Action item: Where in the listing does the word "lane" appear? Report each line that holds it.

Material for the task:
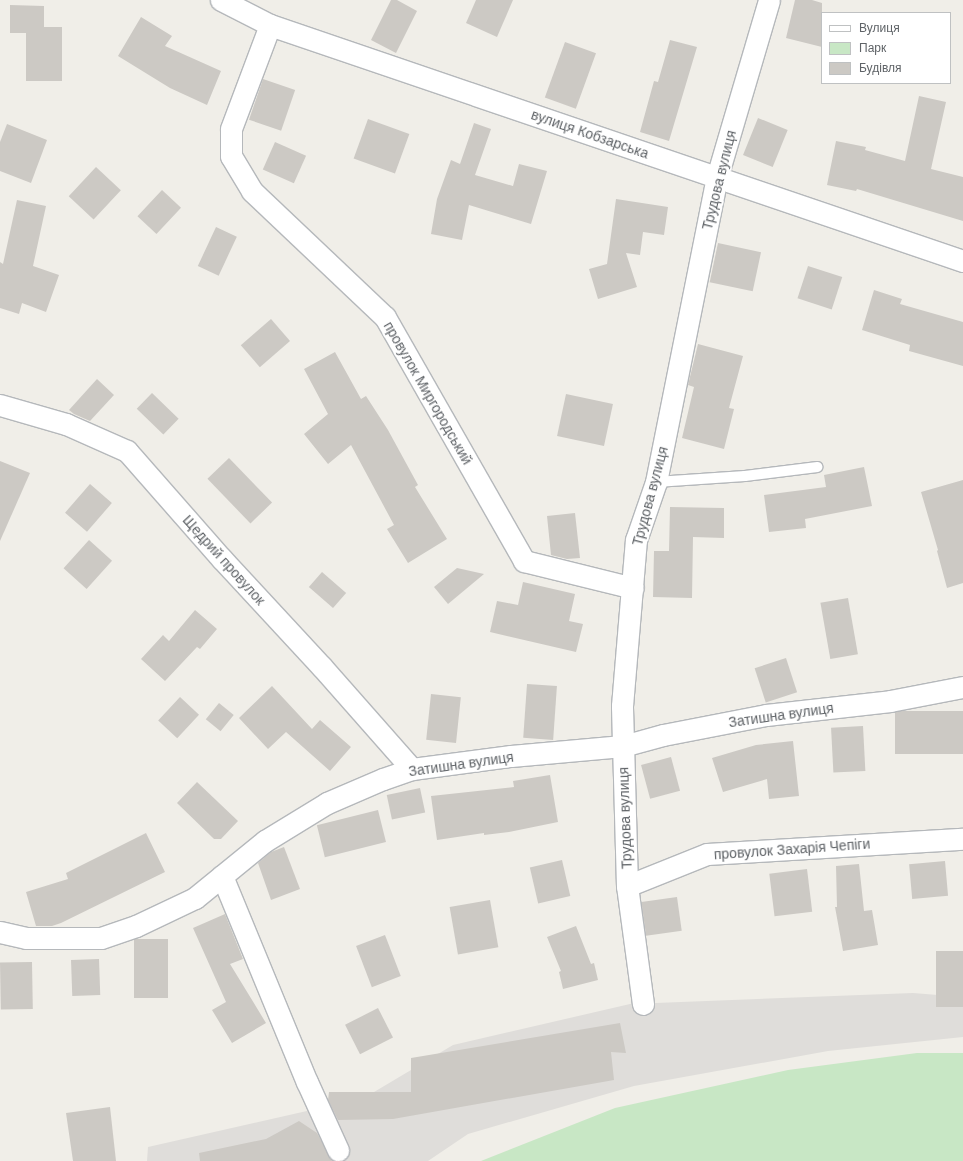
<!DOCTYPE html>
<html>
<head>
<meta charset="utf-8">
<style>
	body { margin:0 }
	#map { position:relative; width:963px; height:1161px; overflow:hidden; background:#f0eee8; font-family:"DM Sans",sans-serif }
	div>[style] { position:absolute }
	.industrial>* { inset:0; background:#dfddda }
	.green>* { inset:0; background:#c8e7c5 }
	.building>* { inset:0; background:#ccc9c4; transform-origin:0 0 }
	.roads { filter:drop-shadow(1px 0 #b5b8bb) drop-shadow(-1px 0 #b5b8bb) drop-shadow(0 1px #b5b8bb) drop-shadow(0 -1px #b5b8bb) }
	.lane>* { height:10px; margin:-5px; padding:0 5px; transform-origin:5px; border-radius:5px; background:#fff }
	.street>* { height:21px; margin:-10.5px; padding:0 10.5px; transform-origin:10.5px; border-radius:10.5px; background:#fff }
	span { translate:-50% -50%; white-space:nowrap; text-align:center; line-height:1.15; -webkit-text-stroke:3.5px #fff; paint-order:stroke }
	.street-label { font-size:14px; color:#5f6367 }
	.legend { position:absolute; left:821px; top:12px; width:130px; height:72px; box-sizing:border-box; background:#fff; border:1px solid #bfc1c2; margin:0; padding:5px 7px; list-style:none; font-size:12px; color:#5f6367 }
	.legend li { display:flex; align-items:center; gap:8px; height:20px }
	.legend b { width:20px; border:1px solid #bfc1c2 }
</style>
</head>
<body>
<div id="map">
	<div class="industrial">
		<div style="clip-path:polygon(913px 993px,963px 997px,963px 1037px,828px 1051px,634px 1086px,468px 1134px,428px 1161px,147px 1161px,148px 1147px,364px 1098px,453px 1045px,630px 1004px)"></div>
	</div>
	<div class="green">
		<div style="clip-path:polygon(917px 1053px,963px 1053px,963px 1161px,481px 1161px,615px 1108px,788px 1070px)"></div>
	</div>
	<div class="building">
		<div style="clip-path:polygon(391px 0,397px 0,417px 11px,396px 53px,371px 40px)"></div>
		<div style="clip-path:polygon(476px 0,513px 0,497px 37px,466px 23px)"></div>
		<div style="clip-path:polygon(795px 0,812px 0,822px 3px,822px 47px,786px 38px)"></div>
		<div style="clip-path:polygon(10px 5px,44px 6px,44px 27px,62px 27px,62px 81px,26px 81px,26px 33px,10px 33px)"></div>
		<div style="clip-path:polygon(141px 17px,172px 36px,165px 46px,221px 71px,207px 105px,170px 88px,118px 56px)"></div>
		<div style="clip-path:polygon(670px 40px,697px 47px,669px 141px,640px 132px,654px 81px,658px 82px)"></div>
		<div style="left:565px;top:42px;width:33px;height:59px;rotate:20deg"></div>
		<div style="left:263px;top:79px;width:34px;height:43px;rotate:19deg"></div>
		<div style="clip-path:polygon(919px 96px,946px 102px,931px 169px,963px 177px,963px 221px,857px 189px,856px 191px,827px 185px,836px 141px,866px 147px,865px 150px,905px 161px)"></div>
		<div style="left:758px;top:118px;width:32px;height:40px;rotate:22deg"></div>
		<div style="left:368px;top:119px;width:44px;height:42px;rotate:20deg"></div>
		<div style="clip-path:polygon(474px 123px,491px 129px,475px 175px,513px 186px,519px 164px,547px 171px,531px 224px,469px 205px,462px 240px,431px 234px,437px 199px,451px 160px,460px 164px)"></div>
		<div style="clip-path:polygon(7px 124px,47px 140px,31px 183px,0 171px,0 142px)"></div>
		<div style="left:275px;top:142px;width:34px;height:30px;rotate:24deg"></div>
		<div style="left:96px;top:167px;width:34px;height:40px;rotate:43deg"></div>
		<div style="left:162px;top:190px;width:26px;height:36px;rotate:43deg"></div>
		<div style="clip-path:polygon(616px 199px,668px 207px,664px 235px,643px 232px,640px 255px,626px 253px,637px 287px,598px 299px,589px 269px,607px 264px)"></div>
		<div style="clip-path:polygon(17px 200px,46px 206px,33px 266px,59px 275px,46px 312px,22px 303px,19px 314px,0 308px,0 262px,3px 264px)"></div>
		<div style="left:216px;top:227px;width:23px;height:43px;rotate:25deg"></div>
		<div style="left:718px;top:243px;width:44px;height:40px;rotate:12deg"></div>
		<div style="left:808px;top:266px;width:36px;height:34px;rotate:18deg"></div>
		<div style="clip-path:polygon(874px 290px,902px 299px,900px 304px,963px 322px,963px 366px,909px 351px,910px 345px,862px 330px)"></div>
		<div style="left:271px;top:319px;width:29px;height:40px;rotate:49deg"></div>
		<div style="clip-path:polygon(698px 344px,743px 356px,729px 408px,734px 409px,724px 449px,682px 438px,694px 387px,688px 385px)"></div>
		<div style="clip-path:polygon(335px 352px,361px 399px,366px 396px,388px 430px,418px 485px,415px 487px,447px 539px,408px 563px,387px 529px,394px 525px,351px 445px,328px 464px,304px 434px,328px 414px,304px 369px)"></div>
		<div style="clip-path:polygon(97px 379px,114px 395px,90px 421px,74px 414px,69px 410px)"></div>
		<div style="left:152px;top:393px;width:37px;height:22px;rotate:44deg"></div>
		<div style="left:566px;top:394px;width:48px;height:43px;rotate:12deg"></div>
		<div style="left:229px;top:458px;width:62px;height:30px;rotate:46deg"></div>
		<div style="clip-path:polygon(0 461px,30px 473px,0 541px)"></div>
		<div style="clip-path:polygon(864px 467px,872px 506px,805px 519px,806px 528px,769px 532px,764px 495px,826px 487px,824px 475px)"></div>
		<div style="clip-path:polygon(963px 480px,963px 583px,947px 588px,937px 551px,938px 550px,921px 492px)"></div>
		<div style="left:90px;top:484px;width:29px;height:38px;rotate:41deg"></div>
		<div style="clip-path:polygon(670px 507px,724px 508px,724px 538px,693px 537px,692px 598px,653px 597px,654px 551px,669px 551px)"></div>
		<div style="clip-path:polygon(575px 513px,580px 558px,567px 559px,551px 555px,547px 516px)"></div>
		<div style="left:89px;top:540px;width:31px;height:38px;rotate:42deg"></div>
		<div style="clip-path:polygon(457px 568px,484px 574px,448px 604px,434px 587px)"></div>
		<div style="left:322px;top:572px;width:32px;height:20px;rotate:41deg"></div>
		<div style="clip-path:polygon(523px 582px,575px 594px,569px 621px,583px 624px,576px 652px,490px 632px,497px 601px,518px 605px)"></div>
		<div style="left:848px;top:598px;width:57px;height:28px;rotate:80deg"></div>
		<div style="clip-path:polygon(195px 610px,217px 629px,200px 649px,197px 647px,165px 681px,141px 659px,163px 635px,169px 641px)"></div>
		<div style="left:786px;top:658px;width:36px;height:33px;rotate:72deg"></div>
		<div style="left:527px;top:684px;width:30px;height:54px;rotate:4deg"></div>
		<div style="clip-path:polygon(272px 686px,312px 729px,320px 720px,351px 747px,330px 771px,286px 732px,268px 749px,239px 718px)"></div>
		<div style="left:431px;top:694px;width:30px;height:46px;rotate:6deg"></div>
		<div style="left:180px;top:697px;width:26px;height:32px;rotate:43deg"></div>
		<div style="left:219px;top:703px;width:19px;height:21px;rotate:39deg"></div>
		<div style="left:963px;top:711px;width:43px;height:68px;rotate:90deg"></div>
		<div style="left:863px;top:726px;width:45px;height:32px;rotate:87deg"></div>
		<div style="clip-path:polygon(793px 741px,799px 796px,769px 799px,767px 779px,723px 792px,712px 758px,756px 745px)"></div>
		<div style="left:671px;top:757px;width:35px;height:31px;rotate:75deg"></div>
		<div style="clip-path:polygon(550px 775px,558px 822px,509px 832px,484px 835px,484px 833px,437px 840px,431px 796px,514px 787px,513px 781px)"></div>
		<div style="clip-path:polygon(197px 782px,238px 821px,221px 839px,214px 839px,177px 803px)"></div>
		<div style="left:420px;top:788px;width:25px;height:34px;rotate:78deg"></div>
		<div style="left:378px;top:810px;width:33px;height:63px;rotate:76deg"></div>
		<div style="clip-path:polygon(146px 833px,165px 872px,61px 923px,52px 926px,36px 926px,26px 892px,68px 879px,66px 873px)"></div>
		<div style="clip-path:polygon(284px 847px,300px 889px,271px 900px,258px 863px,271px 852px)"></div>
		<div style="left:562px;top:860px;width:37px;height:33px;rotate:77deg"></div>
		<div style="left:945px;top:861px;width:35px;height:36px;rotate:85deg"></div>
		<div style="clip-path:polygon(859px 864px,864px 911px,872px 910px,878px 945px,843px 951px,835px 907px,837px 907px,836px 866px)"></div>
		<div style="left:807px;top:869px;width:43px;height:38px;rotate:83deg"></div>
		<div style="left:677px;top:897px;width:34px;height:36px;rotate:82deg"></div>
		<div style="left:490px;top:900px;width:48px;height:41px;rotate:80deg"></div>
		<div style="clip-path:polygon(225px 914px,243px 959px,230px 964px,266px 1023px,232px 1043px,212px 1010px,226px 1002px,193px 928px)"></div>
		<div style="clip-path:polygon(576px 926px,591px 964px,594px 963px,598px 980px,563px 989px,559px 972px,561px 971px,547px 937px)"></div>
		<div style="left:385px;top:935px;width:44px;height:31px;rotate:69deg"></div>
		<div style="left:134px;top:939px;width:34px;height:59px"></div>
		<div style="left:963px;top:951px;width:56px;height:27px;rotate:90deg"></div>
		<div style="left:99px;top:959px;width:36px;height:28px;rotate:88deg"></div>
		<div style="left:32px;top:962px;width:47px;height:32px;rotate:89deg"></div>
		<div style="left:378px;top:1008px;width:33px;height:37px;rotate:63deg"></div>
		<div style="clip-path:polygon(620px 1023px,626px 1053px,611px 1052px,614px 1080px,393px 1119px,338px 1120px,328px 1100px,329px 1092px,411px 1092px,411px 1058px)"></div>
		<div style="clip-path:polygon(110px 1107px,116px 1161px,73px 1161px,66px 1113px)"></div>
		<div style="clip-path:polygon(299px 1121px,317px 1133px,332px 1161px,200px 1161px,199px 1153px,266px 1139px)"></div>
	</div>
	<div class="roads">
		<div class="lane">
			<div style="left:656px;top:482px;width:89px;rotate:-3.9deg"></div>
			<div style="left:745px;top:476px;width:73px;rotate:-7.1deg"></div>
		</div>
		<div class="street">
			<div style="left:221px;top:0;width:55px;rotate:27deg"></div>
			<div style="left:270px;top:25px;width:732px;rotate:18.81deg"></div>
			<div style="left:270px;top:25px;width:111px;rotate:110.6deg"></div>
			<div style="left:231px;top:129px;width:27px;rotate:90deg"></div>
			<div style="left:231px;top:156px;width:41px;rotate:59deg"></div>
			<div style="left:252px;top:191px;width:183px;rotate:43.5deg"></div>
			<div style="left:385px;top:317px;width:281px;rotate:60.3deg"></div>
			<div style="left:524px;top:561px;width:112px;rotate:13.9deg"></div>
			<div style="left:0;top:405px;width:69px;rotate:16.1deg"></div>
			<div style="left:66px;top:424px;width:67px;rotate:23.9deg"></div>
			<div style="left:127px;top:451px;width:144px;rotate:48.7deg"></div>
			<div style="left:222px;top:559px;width:147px;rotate:47.2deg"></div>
			<div style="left:322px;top:667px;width:136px;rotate:48.6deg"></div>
			<div style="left:222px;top:876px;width:223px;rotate:67.6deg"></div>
			<div style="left:307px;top:1082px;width:75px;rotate:65.5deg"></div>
			<div style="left:627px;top:886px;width:86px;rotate:-21.8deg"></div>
			<div style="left:707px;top:854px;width:256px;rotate:-3.4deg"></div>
			<div style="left:0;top:932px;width:27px;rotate:13deg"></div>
			<div style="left:26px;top:938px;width:75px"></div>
			<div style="left:101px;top:938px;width:37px;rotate:-19deg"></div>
			<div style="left:136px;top:926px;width:65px;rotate:-25.4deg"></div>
			<div style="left:195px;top:898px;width:90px;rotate:-39.2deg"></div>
			<div style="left:265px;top:841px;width:73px;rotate:-31.5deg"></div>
			<div style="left:327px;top:803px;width:61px;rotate:-23.2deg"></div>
			<div style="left:383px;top:779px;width:31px;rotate:-19deg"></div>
			<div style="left:412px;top:769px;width:100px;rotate:-7.5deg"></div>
			<div style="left:511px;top:756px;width:112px;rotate:-5.1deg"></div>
			<div style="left:623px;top:746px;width:41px;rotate:-15.4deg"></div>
			<div style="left:663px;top:735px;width:105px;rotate:-11deg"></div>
			<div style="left:766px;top:715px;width:125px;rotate:-6.4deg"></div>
			<div style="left:890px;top:701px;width:74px;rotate:-10.9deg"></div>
			<div style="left:643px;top:1004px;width:119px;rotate:-97.7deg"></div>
			<div style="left:627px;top:886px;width:180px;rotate:-91.6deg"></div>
			<div style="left:622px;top:706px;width:167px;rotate:-85.2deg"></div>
			<div style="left:636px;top:540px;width:61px;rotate:-71deg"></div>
			<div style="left:656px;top:482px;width:311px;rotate:-78.7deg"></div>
			<div style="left:717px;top:177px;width:184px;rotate:-73.6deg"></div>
		</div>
	</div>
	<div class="street-label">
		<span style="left:590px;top:134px;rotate:19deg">вулиця Кобзарська</span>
		<span style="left:719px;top:180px;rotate:-76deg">Трудова вулиця</span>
		<span style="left:428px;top:393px;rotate:60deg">провулок Миргородський</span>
		<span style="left:650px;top:496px;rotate:-75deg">Трудова вулиця</span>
		<span style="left:224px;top:560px;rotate:48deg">Щедрий провулок</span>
		<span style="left:781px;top:715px;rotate:-8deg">Затишна вулиця</span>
		<span style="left:461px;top:764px;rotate:-8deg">Затишна вулиця</span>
		<span style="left:625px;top:818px;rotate:-92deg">Трудова вулиця</span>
		<span style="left:792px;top:849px;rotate:-4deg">провулок Захарія Чепіги</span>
	</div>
	<ul class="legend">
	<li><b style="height:5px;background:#fff"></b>Вулиця</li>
	<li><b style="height:11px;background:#c8e7c5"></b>Парк</li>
	<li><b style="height:11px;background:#ccc9c4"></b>Будівля</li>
	</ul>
</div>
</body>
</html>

Result for this exercise:
	.lane>* { height:10px; margin:-5px; padding:0 5px; transform-origin:5px; border-radius:5px; background:#fff }
		<div class="lane">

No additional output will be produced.